[TASK DIRECTIONS]: Among the entries, which lines carry the string "align"? Copy every one.

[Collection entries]
——
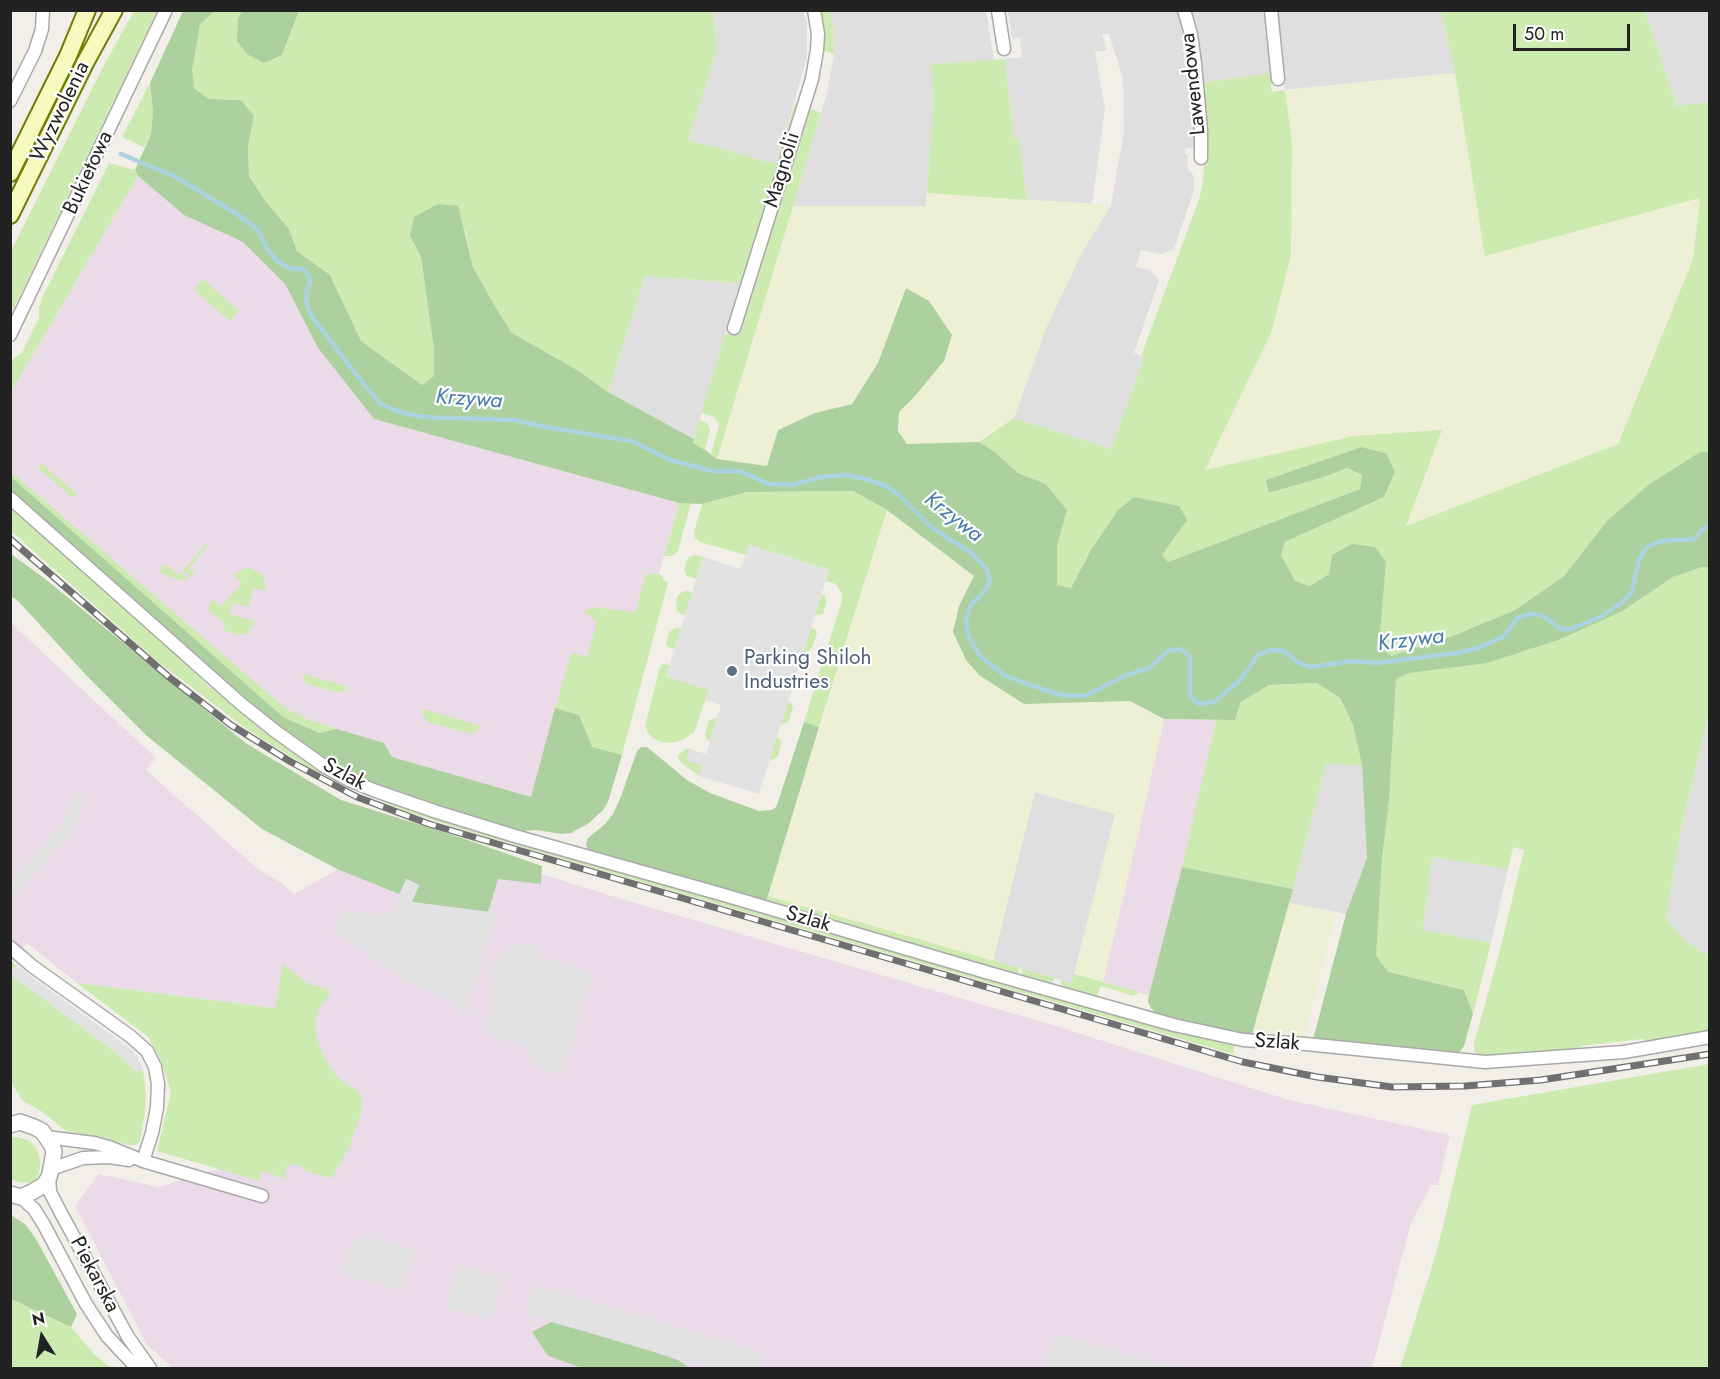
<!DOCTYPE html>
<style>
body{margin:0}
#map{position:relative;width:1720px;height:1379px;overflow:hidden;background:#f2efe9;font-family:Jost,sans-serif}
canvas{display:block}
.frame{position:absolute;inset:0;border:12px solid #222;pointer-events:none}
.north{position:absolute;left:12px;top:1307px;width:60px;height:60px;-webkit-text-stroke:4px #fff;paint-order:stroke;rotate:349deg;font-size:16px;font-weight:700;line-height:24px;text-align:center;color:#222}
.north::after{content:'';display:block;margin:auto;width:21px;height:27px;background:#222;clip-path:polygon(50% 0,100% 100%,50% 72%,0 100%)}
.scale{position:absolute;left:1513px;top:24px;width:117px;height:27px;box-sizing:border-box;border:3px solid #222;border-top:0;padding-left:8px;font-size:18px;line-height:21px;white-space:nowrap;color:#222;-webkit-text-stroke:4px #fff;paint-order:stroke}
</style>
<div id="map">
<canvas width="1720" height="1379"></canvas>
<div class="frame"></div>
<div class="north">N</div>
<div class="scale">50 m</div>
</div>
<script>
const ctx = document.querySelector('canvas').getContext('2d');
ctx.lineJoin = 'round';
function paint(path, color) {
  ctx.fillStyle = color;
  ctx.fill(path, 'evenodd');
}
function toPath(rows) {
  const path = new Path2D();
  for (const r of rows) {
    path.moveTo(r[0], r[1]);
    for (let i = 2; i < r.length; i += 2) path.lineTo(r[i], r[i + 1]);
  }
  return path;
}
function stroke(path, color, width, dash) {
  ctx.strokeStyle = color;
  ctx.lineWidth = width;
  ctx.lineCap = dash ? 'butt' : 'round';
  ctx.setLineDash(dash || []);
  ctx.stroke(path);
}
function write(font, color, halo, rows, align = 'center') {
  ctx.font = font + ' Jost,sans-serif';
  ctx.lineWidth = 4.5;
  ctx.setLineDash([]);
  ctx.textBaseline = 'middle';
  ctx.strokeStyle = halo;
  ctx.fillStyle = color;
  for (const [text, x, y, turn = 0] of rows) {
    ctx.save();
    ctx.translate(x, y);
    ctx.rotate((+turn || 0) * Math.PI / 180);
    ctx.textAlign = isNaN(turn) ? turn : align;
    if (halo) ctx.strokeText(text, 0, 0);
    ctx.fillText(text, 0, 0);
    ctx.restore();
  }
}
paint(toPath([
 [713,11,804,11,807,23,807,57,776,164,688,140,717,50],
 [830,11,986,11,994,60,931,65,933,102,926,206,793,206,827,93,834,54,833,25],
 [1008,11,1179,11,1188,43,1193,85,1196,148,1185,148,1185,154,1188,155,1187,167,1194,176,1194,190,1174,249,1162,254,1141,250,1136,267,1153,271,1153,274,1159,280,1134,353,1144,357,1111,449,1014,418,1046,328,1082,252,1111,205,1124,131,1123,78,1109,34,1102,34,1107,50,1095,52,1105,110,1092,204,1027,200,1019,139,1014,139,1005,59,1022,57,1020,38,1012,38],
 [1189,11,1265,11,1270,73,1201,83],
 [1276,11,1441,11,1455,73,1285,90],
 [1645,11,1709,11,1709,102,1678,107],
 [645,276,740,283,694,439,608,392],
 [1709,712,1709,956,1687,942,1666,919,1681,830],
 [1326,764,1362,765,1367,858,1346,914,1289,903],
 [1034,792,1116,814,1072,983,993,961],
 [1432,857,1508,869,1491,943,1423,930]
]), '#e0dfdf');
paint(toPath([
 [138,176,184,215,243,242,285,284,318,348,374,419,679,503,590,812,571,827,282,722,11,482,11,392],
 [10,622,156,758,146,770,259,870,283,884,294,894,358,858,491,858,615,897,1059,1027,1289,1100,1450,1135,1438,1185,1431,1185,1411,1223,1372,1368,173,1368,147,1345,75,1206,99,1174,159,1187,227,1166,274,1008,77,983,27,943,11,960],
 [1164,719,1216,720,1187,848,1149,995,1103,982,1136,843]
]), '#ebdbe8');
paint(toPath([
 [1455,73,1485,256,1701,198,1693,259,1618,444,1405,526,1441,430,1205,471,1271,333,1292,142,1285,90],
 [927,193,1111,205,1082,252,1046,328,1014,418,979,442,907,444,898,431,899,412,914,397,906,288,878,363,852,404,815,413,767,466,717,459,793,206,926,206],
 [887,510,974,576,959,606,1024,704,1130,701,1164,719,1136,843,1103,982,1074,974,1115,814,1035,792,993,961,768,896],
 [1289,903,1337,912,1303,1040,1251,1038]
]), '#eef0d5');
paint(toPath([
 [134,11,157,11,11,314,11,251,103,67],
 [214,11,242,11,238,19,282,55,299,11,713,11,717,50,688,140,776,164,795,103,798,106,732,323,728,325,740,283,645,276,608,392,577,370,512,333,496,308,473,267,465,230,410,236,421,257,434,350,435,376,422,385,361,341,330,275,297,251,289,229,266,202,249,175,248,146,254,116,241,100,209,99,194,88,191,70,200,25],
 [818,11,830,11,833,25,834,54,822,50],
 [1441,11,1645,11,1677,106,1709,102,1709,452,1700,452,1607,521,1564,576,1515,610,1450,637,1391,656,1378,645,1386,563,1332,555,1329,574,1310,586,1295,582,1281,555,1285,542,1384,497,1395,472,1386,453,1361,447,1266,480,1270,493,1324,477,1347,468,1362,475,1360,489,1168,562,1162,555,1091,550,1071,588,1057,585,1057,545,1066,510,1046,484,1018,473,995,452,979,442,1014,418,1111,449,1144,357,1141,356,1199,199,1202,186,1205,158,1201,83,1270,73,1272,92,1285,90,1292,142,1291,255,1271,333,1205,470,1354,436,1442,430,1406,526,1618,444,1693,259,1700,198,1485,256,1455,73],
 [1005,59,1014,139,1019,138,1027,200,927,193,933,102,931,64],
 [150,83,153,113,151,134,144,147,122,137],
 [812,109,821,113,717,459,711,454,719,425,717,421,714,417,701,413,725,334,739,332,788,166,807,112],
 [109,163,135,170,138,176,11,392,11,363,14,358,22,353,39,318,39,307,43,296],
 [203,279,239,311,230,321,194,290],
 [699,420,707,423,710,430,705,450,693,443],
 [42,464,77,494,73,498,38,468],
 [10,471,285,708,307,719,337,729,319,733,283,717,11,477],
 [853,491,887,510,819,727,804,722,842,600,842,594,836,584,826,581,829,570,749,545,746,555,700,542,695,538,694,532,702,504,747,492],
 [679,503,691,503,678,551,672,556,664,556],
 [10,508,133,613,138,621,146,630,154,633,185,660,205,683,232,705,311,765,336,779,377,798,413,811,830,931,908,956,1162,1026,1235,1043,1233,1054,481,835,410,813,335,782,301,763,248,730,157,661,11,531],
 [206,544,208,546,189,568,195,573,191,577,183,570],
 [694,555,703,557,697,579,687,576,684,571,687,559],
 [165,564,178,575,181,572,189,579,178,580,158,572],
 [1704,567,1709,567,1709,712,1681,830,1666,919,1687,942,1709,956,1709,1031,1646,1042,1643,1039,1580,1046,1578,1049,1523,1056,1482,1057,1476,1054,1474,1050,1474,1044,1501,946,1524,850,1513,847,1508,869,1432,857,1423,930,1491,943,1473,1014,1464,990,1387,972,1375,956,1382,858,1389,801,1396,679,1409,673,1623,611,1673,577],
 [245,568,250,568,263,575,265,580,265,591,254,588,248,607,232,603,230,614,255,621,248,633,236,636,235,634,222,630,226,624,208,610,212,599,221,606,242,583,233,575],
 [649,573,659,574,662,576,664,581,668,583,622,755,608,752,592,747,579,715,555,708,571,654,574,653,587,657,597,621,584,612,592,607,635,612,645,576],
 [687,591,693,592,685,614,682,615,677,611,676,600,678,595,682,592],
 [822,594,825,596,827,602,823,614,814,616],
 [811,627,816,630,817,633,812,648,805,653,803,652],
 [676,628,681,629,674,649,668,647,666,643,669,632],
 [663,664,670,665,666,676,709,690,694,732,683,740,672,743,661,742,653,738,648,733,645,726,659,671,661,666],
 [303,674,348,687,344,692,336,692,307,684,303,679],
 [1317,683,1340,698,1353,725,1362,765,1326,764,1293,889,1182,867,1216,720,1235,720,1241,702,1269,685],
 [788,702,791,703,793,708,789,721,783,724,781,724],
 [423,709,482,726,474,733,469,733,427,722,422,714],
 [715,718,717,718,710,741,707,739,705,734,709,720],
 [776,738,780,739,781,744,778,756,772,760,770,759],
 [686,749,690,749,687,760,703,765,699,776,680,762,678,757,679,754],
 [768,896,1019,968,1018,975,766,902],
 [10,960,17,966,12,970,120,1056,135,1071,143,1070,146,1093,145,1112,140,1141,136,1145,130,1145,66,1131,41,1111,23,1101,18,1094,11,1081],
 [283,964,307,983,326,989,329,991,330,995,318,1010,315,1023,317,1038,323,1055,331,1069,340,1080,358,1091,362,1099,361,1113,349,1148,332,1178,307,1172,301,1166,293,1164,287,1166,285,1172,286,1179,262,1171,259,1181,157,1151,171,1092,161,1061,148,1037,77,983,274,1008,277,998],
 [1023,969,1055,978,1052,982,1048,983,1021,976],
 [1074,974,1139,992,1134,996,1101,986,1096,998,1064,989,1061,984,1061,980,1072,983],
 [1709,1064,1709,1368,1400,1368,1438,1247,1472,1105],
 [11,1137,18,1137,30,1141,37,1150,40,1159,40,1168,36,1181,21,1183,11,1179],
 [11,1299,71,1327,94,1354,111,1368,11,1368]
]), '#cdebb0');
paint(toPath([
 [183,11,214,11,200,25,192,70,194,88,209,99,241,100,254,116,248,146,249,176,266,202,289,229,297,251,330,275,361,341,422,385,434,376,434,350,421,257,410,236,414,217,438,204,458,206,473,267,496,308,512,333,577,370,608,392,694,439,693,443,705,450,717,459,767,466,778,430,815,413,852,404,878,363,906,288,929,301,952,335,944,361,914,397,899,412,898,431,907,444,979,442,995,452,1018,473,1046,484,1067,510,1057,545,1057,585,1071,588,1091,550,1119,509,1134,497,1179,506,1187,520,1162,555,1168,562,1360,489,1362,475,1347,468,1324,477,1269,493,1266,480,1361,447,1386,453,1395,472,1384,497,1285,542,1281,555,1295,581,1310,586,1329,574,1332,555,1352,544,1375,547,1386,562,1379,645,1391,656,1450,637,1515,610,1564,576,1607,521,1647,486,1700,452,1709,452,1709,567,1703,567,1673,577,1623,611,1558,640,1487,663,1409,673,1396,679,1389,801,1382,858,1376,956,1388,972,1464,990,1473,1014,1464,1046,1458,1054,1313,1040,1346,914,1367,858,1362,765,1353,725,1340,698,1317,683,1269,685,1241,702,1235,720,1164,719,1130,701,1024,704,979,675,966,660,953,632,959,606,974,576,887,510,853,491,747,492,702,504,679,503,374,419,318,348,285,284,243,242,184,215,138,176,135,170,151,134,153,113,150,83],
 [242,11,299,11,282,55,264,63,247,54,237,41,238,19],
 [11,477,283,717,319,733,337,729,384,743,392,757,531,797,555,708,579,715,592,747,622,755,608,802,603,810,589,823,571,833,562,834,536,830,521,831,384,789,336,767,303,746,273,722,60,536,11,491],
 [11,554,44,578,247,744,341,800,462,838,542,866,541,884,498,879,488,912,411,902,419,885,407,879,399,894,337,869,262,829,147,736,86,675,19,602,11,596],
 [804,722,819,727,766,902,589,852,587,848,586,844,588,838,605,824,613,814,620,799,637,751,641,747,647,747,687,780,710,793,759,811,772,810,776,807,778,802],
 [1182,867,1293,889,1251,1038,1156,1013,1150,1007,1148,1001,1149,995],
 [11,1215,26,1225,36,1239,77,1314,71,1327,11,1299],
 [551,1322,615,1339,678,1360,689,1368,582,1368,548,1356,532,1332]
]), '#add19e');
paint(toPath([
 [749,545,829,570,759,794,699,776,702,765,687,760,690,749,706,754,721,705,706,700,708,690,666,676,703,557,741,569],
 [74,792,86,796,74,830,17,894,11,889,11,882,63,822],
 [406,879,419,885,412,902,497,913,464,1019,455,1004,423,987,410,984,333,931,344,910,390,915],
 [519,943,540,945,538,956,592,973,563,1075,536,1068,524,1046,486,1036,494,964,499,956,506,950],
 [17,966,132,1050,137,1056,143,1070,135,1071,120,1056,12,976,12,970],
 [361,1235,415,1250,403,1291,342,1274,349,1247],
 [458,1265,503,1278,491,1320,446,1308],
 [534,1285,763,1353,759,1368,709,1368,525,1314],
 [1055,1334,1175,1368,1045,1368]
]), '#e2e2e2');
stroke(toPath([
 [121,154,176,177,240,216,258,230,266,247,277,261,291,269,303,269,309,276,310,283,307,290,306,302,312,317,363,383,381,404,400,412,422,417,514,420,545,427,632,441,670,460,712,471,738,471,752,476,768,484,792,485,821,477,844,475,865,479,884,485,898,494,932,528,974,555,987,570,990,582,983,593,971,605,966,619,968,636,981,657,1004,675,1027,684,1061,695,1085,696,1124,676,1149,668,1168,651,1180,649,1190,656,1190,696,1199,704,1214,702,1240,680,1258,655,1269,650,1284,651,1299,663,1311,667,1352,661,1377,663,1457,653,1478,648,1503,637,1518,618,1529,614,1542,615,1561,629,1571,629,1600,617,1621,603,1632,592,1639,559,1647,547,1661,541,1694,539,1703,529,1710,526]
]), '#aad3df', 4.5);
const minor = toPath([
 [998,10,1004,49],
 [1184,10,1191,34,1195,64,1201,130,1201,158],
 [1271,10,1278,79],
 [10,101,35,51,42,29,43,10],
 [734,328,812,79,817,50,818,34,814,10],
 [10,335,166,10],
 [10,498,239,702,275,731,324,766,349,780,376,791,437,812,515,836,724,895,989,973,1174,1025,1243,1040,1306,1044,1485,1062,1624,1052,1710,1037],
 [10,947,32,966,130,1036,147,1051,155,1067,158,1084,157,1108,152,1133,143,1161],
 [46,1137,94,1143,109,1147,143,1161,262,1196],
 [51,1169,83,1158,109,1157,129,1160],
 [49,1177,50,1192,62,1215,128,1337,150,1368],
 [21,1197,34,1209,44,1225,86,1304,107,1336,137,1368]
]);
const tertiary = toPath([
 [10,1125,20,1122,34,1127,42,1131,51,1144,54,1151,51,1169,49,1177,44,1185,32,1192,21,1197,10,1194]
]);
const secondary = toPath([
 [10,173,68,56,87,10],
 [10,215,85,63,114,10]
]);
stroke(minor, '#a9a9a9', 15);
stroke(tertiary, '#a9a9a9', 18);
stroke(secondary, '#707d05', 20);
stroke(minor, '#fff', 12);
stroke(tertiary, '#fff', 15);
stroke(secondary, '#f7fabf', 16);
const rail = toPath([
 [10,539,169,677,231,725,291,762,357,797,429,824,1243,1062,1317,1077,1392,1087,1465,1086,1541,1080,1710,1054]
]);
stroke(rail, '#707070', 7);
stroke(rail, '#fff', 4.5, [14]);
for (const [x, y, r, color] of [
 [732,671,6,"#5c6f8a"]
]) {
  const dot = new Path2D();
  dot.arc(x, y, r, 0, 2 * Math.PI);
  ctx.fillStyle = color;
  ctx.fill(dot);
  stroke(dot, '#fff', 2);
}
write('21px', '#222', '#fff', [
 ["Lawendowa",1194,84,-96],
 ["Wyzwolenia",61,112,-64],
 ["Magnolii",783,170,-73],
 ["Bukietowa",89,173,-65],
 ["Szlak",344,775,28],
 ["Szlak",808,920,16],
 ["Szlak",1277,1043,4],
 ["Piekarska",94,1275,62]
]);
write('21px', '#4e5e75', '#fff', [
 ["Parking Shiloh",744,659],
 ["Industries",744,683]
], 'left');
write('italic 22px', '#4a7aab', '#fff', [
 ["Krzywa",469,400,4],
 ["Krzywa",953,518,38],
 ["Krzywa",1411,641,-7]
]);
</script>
——
[RESULT OF THE TASK]:
.north{position:absolute;left:12px;top:1307px;width:60px;height:60px;-webkit-text-stroke:4px #fff;paint-order:stroke;rotate:349deg;font-size:16px;font-weight:700;line-height:24px;text-align:center;color:#222}
function write(font, color, halo, rows, align = 'center') {
    ctx.textAlign = isNaN(turn) ? turn : align;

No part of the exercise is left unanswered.